#### [Work instructions]
Your task is to copy every line of the records below that contains "list".

Records drawn from a dataset:
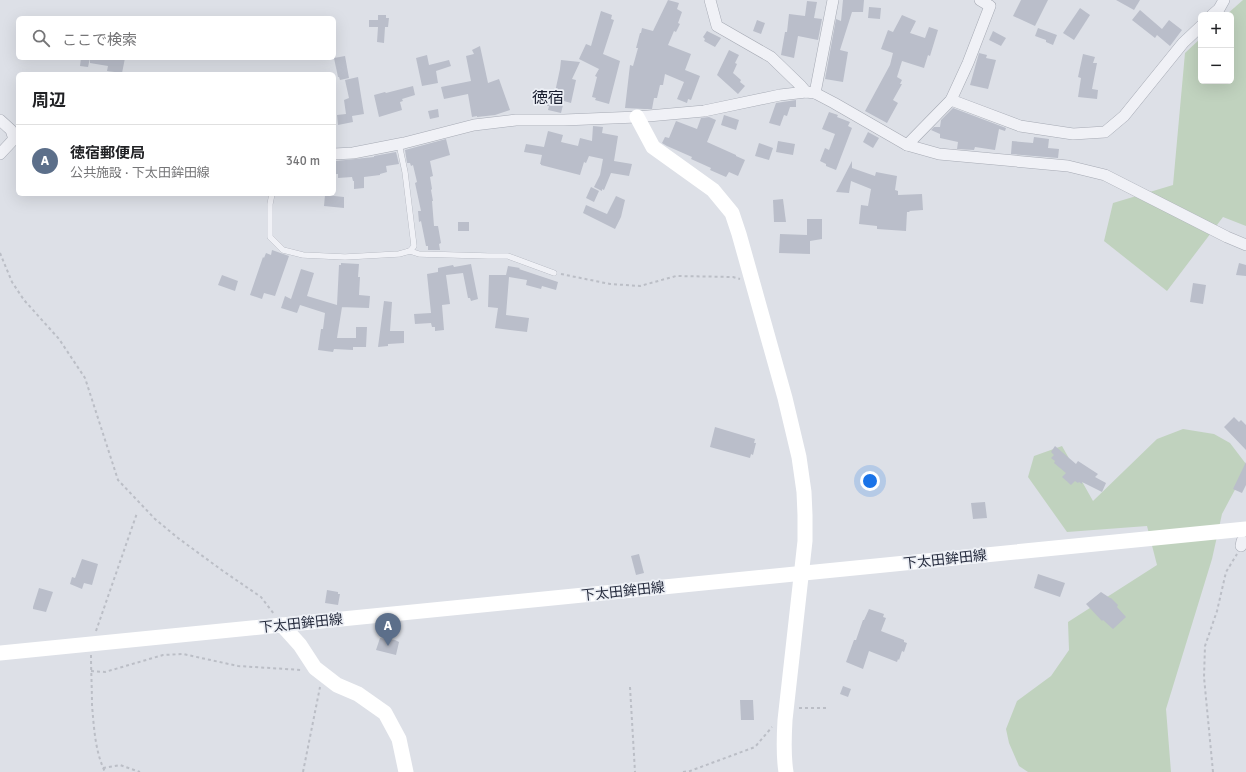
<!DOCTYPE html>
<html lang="ja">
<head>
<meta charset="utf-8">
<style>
  :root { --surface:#fff; --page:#f6f6f6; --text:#202124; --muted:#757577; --line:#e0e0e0; --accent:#0b8043 }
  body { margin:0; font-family:Signika,"Noto Sans JP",sans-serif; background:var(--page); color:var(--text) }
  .controls { position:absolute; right:12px; top:12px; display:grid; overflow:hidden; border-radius:6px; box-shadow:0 4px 16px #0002 }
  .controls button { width:36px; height:36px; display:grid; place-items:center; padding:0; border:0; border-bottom:1px solid var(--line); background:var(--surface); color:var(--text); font:20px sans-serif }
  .you { position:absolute; left:870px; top:481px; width:14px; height:14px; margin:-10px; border:3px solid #fff; border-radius:50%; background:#1a73e8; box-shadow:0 0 0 6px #1a73e833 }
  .badge { display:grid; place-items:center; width:26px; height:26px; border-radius:50%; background:var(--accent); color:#fff; font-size:13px; font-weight:700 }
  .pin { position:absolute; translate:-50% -33px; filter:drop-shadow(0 1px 2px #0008) }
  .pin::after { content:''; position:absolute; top:21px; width:14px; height:12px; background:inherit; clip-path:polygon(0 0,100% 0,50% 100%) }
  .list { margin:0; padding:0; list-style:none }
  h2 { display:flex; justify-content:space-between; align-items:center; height:52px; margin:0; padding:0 16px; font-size:17px }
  h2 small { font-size:13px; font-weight:400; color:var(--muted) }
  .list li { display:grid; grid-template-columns:26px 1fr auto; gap:12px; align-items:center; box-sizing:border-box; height:72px; padding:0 16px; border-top:1px solid var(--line) }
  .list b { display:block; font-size:15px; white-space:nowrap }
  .list p { margin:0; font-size:13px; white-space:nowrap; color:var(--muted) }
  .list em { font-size:13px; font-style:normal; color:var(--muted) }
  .icon { flex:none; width:22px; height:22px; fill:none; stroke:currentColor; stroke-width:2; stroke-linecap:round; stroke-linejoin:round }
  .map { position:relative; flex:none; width:1246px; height:772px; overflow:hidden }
  .search { position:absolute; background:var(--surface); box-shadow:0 4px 16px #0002; left:16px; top:16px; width:320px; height:44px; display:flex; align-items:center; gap:10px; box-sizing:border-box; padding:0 14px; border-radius:6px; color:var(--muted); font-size:15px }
  .panel { position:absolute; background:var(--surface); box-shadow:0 4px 16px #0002; left:16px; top:72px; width:320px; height:124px; border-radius:6px }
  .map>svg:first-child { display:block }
</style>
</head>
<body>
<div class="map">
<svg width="1246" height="772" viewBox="0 0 1246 772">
  <rect width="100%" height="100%" fill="#dde0e7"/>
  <g fill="#c0d2be">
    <polygon points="1243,0 1246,0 1246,226 1223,217 1167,291 1104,241 1113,203 1173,185 1185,53 1201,38 1201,81 1231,81 1231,15 1226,15"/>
    <polygon points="1183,429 1214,434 1230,443 1246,464 1246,469 1222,514 1212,559 1166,709 1171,772 1028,772 1019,766 1009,743 1006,729 1017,701 1051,676 1069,650 1068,622 1157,565 1147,526 1067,532 1028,477 1034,456 1062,446 1093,501 1157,439"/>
  </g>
  <g fill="#babeca">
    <polygon points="668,0 679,3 677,9 682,12 678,23 680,24 676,32 674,31 668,45 691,54 685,70 700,76 691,100 688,99 687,103 677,99 684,82 665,74 663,85 660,85 657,98 654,98 652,109 644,109 625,108 630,65 633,66 638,48 636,48 640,33 641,33 642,28 653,31"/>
    <polygon points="843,0 864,0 863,12 852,12 840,50 848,52 843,82 825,79 836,19 841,21"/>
    <polygon points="1021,0 1048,0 1035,26 1013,16"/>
    <polygon points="1116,0 1140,0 1134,10"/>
    <polygon points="807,1 817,2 814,18 822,19 818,40 798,36 794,58 781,55 785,32 787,32 789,14 805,16"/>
    <polygon points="869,7 881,8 880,19 868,18"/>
    <polygon points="1080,8 1090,15 1074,40 1063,33"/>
    <polygon points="1140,10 1162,29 1169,20 1182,30 1170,46 1157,35 1155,38 1132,20"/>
    <polygon points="601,11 612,15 611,19 614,20 603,54 620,61 609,104 595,100 596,98 592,97 597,77 595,76 599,69 579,59 586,44 591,46"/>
    <polygon points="378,15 386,15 386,18 389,18 388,27 385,27 384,43 377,42 378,27 369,27 369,20 378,20"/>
    <polygon points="902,15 916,21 910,33 925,38 929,27 938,30 930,56 928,55 924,68 902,61 897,77 902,80 900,84 902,84 893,100 898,103 887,123 865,111 890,65 893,53 881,49 888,30 893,32"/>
    <polygon points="757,20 765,23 761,34 753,31"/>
    <polygon points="1038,28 1057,35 1053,45 1046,42 1046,40 1035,36"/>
    <polygon points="707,31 721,38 715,47 704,41 705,39 703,37"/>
    <polygon points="993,31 1006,38 1001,46 989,40"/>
    <polygon points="480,46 488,83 499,79 510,110 495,115 477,117 477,116 472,117 468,94 444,99 441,87 471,81 466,56 474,54 472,50"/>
    <polygon points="729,50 739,55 735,63 737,64 733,73 741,80 740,82 745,86 738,94 717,75"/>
    <polygon points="979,53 987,55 986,58 996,60 988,89 970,85"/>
    <polygon points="1083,54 1095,57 1093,63 1097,63 1092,89 1098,90 1097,99 1078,97 1081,78 1078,77"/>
    <polygon points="427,55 429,65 449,60 451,66 436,71 438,83 422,86 416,58"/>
    <polygon points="345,56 349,78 340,80 339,77 338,77 334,58"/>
    <polygon points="81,58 90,58 88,67 80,66"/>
    <polygon points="90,58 125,58 122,73 107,71 108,66 90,63"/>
    <polygon points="561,60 580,62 572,79 576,80 571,103 564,101 561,113 548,110 549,106 547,106 550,91 555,92 560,69"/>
    <polygon points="358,77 364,114 352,116 353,122 338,125 337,115 346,114 344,100 349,98 345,80"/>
    <polygon points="413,86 415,95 402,99 403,101 400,102 402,110 379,117 374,95 385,92 386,93"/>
    <polygon points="796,100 796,107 790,107 787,116 784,115 780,126 769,123 776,103"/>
    <polygon points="953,108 1006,128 1005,131 999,129 995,150 975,147 974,150 957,149 958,142 940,138 940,134 931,130 934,127 940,127 941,120"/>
    <polygon points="438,109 439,117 430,119 428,111"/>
    <polygon points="829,112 838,115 837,117 850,122 848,126 852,128 836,170 826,166 826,164 820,161 825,148 829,150 835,134 822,129"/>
    <polygon points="724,115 739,120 736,130 721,125"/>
    <polygon points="709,117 716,120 707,142 736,155 736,156 745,160 738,176 729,172 726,177 710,170 711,168 691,159 692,157 667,146 662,143 665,137 669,138 676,121 697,129 701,118"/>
    <polygon points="593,126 603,127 602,133 618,136 614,161 632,164 629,176 611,173 604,190 602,189 602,191 594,187 600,175 603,159 589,156 586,163 584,162 580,175 541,165 541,164 540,164 542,155 524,152 526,144 544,147 548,131 563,135 561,142 578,146 580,138 592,141"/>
    <polygon points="868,132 879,138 873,148 863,142"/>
    <polygon points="1034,137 1049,139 1048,148 1059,149 1058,158 1011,154 1012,141 1033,143"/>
    <polygon points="446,139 450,155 430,161 433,176 430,177 432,189 431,190 433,201 432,201 434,226 438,226 441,243 439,244 440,250 428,250 428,246 426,246 421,221 419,222 418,211 421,211 415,183 417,182 413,165 411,166 410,163 407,163 405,150"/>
    <polygon points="778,141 795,144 793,155 776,152"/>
    <polygon points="759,143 773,148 769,160 755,156"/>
    <polygon points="396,152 399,164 386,166 387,172 380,174 380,175 364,177 364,188 354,189 354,181 353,181 352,177 338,178 338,174 336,174 336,161 374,157 374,156"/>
    <polygon points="852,161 852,168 875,176 876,172 897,176 895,190 898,191 898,195 922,194 923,210 909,211 910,212 907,212 906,231 877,229 877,226 859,224 861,205 868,206 871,189 851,181 849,193 836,192"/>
    <polygon points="591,187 599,191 594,202 586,198"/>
    <polygon points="325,195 344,197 344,208 324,206"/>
    <polygon points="616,196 625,200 621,217 615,229 583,213 586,205 607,214"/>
    <polygon points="783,199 786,222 774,222 773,200"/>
    <polygon points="807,219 822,219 822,239 810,241 810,254 779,253 780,234 807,235"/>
    <rect x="458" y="222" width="11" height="9"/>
    <polygon points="272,250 289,256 275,296 264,293 262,299 250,295 263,257 264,258 266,253 271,255"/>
    <polygon points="341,263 359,264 358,277 360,277 359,295 370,296 369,308 340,307 342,307 337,338 356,338 356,327 367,327 366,347 353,347 353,350 334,349 333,352 318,350 321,329 323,329 325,313 300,305 297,313 281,308 285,296 291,299 301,269 314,273 307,296 337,305 339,265 341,265"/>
    <polygon points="1239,263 1246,265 1246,276 1236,275"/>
    <polygon points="471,264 478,299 471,301 470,298 468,298 463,273 446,275 450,304 442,305 444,330 435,331 435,327 432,327 431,323 415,324 414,314 431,313 427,274 438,272 438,268 453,265 454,267"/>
    <polygon points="508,266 520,268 519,269 558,282 556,290 542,286 541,289 526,285 527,280 509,277 506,315 529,318 527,332 495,328 498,308 488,307 489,275 506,275"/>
    <polygon points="222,275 238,281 235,291 218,285"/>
    <polygon points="1193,283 1206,285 1203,304 1190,302"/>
    <polygon points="384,301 392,302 390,331 404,331 404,343 388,344 388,346 378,347"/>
    <polygon points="1234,417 1239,422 1241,420 1246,425 1246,450 1224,427"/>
    <polygon points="715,427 755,439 754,443 756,443 753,455 751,454 750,458 710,447"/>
    <polygon points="1055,446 1076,464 1078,461 1098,474 1095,477 1106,483 1102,492 1082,482 1082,484 1079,482 1078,483 1075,481 1071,485 1062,477 1066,473 1054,463 1055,461 1051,458 1054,455 1051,452"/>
    <polygon points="1246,462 1246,485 1242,493 1233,489"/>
    <polygon points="985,502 987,518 973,519 971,503"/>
    <polygon points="639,554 644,573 636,575 631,556"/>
    <polygon points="82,559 98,564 92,585 84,583 82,589 70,584 72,577 75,578"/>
    <polygon points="1038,574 1065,583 1060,597 1034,588"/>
    <polygon points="39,588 53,592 46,612 33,609 33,607"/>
    <polygon points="327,590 338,592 338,594 340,594 338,605 325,603"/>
    <polygon points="1101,592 1110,598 1111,598 1118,605 1117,607 1126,617 1113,629 1103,620 1102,621 1086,604"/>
    <polygon points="869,609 884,614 883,617 886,618 881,631 904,640 904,642 907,643 904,652 902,651 899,660 898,659 897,662 869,651 863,669 846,662 854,640 856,640 863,620 864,620"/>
    <polygon points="380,638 395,640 399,642 396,655 376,650"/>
    <polygon points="843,686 851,689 848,697 840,694"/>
    <polygon points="740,700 753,700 754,720 741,720"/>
  </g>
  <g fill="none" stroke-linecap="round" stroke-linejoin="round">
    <defs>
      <g id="lane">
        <polyline points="399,144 405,172 414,246 410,251"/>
        <polyline points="272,194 270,204 270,237 283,250 303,255 345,257 399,254 410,251 419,254 488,256 508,256 554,273"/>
      </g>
      <g id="street">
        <polyline points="710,0 717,26 771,57 801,86 806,92"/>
        <polyline points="1212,15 1219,9 1224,0"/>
        <polyline points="815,93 833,0"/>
        <polyline points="951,100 1020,126 1073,134 1105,132 1124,116 1183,43 1201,26"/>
        <polyline points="0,120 11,130 14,139"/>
        <polyline points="907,145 951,100 968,63 990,6 980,0"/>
        <polyline points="0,154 14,139 18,139"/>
        <polyline points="334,154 353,153 404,143 474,125 516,120 564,120 637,117 704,111 780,95 806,92 815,93 834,103 907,145 939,154 1068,166 1105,175 1227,237 1246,245"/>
        <polyline points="1241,546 1242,541"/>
      </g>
    </defs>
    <use href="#lane" stroke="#a6aab4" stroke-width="6"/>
    <use href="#street" stroke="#a6aab4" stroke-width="12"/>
    <g stroke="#bbbec6" stroke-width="2" stroke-dasharray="3 3" stroke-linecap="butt">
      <polyline points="0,253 12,282 24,300 59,339 85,378 118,480 155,519 178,538 223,571 261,597 274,614"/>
      <polyline points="561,274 610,284 640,286 676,276 733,277 740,279"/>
      <polyline points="96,631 137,513"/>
      <path d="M91,655C91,672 92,688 92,705C94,728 95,751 105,772"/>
      <polyline points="91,671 105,672 163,655 183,654 238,666 301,670"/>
      <polyline points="630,687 635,772"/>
      <polyline points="799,708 827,708"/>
      <polyline points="103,768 120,765 140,772"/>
      <polyline points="303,772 320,687"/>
      <polyline points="683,772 690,771 755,747 772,727"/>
      <polyline points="1213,772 1204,677 1205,646 1217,611 1226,572 1237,554"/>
    </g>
    <use href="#lane" stroke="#f0f1f6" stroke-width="5.5"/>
    <use href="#street" stroke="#f0f1f6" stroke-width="11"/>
    <g stroke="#fff" stroke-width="15">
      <path d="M637,117L653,147L713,190L732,213L739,234L785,398L799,457L804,492L805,515V541L785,720C784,737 783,754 786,772"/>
      <polyline points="282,625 300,645 315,668 337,685 358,694 385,713 399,739 406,772"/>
      <polyline points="0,653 1246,529"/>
    </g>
  </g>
  <g text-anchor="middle" stroke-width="3.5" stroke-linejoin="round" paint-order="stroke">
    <g font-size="14" fill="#262c3e" stroke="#eceff5">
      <text transform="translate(945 559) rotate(-6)" y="5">下太田鉾田線</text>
      <text transform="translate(623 591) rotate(-6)" y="5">下太田鉾田線</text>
      <text transform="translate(301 623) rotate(-6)" y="5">下太田鉾田線</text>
    </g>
    <g font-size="16" fill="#181d2f" stroke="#eceff5">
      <text x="548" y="103">徳宿</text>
    </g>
  </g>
</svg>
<div class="controls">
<button>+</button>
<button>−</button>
</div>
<div class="you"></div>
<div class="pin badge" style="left:388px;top:646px;background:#5c6f8a">A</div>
<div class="search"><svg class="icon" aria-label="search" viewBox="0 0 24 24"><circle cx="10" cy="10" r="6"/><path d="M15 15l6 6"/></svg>ここで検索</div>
<section class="panel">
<h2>周辺<small></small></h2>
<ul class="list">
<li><span class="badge" style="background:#5c6f8a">A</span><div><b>徳宿郵便局</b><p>公共施設 · 下太田鉾田線</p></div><em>340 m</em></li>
</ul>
</section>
</div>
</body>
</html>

#### [The completed task]
  .list { margin:0; padding:0; list-style:none }
  .list li { display:grid; grid-template-columns:26px 1fr auto; gap:12px; align-items:center; box-sizing:border-box; height:72px; padding:0 16px; border-top:1px solid var(--line) }
  .list b { display:block; font-size:15px; white-space:nowrap }
  .list p { margin:0; font-size:13px; white-space:nowrap; color:var(--muted) }
  .list em { font-size:13px; font-style:normal; color:var(--muted) }
<ul class="list">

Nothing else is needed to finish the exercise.